Following the terrorist attacks of September 11, 2001, the United States launched Operation Unchangeable Freedom to fight Al Qaeda and prevent the Taliban regime in Afghanistan from providing them with refuge. Shortly thereafter, the Taliban regime was overthrown by U.S. and allied forces, and the United States then concluded a series of security agreements with the new Afghan government. In 2002, the United States and Afghanistan entered into an agreement on economic subsidies under the Foreign Assistance Act of 1961,38 as amended, by changing obligations37. In addition, the agreement allows for the provision of defence, defence and related training items, in accordance with the U.S. Military Training and Education Program (IMET)39, from the U.S. government to the Interim Administration of Afghanistan (AIA). 9 July 2016: At the NATO Summit in Warsaw, Allied leaders and their RSM partners recognize that Afghan security institutions and forces continue to develop and move forward, address capacity challenges and gaps, and still need international support. They reaffirm their mutual commitment to long-term security and stability in Afghanistan by keeping the MSR beyond 2016; Continued financial assistance to the Afghan National Defence and Security Forces until the end of 2020; Strengthen the long-term partnership between Afghanistan and NATO. These joint efforts have contributed to the formation of some 352,000 Afghan security forces soldiers and police.

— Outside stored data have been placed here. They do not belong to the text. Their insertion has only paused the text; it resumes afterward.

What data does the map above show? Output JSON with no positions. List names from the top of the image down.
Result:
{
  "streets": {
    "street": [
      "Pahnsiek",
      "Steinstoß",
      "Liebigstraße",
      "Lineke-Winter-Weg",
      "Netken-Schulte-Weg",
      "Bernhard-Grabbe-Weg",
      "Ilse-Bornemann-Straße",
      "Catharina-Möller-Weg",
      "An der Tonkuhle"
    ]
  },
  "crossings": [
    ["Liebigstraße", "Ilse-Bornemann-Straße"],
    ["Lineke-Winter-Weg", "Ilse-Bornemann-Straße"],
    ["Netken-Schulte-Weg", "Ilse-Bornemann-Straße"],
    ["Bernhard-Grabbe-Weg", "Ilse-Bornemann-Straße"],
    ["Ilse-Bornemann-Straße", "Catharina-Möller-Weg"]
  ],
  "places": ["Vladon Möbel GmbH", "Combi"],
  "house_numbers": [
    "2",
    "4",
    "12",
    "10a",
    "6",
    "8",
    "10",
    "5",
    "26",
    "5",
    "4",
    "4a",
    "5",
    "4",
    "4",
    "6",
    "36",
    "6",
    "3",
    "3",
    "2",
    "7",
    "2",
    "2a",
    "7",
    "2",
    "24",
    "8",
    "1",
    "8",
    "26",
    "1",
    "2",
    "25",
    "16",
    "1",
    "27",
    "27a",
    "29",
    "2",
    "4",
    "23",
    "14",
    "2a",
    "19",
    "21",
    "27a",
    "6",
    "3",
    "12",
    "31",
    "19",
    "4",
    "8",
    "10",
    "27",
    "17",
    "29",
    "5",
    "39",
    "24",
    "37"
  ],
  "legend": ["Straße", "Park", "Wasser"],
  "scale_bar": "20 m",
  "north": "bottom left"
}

Since its inception in 2002, the Afghan National Army (ANA) has gradually grown from an infantry-centric force to an army that enables both combat elements and capabilities, such as military police, intelligence, road liberation, combat support, medicine, aviation and logistics. The role of the Afghan National Police (ANP) has gradually shifted from the fight against the insurgency to a more civilian police role, developing the capacity of criminal investigations to traffic control. The Afghan Air Force has increased its personnel, including civilians, military maintenance and maintenance personnel, as well as its fleet of rotary-wing aircraft and rotating wings. T.I.A.S. Exchange of notes in Dhaka, August 10 and 24, 1998. Effective August 24, 1998 (making available the status of the U.S. Army corresponding to the administrative and technical personnel of the U.S. Embassy). The last group discussed at SOFA is that of agreements concluded as exclusive executive agreements without specific activity or exercise. These agreements contain a broad language of applicability. Some of the agreements apply to U.S. personnel “present” in a country, others apply to U.S.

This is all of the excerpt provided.